Another marker of sperm genetic integrity is that of high DNA stainability (HDS), which measures sperm with abnormal protamination of chromatin where nuclear histones are retained. We observed a strong negative correlation between HDS and sperm morphology confirming previous observations that sperm head abnormalities can be caused by protamine deficiency, incomplete protamine sulfhydryl oxidation and chromatin condensation [63,64]. The origin of aberrant protamination in the sperm nucleus is unclear. Although we did not observe any correlation between HDS and OS, HDS levels were increased in samples with OS compared to those that did not exhibit OS, but the difference is only significant when OS is measured by ROS. Furthermore, unlike DFI, HDS is significantly higher in leukocytospermia consistent with previous studies confirming a role for extrinsic ROS in sperm nuclear chromatin compaction [65,66].

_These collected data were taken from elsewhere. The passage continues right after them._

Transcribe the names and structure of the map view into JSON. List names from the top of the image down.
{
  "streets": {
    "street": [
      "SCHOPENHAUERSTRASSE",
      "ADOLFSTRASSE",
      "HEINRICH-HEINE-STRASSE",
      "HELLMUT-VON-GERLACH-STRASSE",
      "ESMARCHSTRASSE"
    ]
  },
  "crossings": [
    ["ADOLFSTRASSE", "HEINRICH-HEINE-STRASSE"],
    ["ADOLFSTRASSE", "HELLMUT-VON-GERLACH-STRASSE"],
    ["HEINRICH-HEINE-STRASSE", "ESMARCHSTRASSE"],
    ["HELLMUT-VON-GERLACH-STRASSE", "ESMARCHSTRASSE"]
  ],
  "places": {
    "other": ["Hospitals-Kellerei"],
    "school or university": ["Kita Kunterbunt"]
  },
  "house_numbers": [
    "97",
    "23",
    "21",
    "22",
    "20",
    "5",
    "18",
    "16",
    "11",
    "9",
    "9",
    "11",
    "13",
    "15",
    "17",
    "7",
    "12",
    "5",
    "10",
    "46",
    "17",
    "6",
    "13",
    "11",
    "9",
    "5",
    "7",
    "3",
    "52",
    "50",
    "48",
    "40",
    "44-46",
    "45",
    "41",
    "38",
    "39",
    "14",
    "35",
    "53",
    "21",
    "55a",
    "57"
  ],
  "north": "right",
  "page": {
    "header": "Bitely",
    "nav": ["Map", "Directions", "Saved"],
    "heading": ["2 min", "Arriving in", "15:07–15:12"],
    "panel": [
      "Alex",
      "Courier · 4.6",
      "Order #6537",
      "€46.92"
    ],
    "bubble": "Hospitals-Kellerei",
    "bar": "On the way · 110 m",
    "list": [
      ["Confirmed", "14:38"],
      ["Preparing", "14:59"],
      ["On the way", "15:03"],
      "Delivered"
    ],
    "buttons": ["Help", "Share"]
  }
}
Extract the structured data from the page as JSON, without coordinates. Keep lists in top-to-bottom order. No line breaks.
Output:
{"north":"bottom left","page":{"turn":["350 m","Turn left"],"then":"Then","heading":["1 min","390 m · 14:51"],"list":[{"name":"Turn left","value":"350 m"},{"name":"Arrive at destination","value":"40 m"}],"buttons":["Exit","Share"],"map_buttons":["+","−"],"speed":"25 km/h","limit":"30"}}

Overall, the stronger association of sORP with both DNA fragmentation and semen parameters lends support to the view that measurement of redox potential is a more powerful tool than chemiluminescence for determining the pathological oxidative state of the sperm. The severity of the pathological consequences of oxidative stress on sperm highlights the importance of measuring OS as the most influential marker of sperm function. However, more work is warranted to establish the proposed theoretical model of extrinsic and intrinsic ROS production and whether leukocytospermia contributes to sperm DNA fragmentation.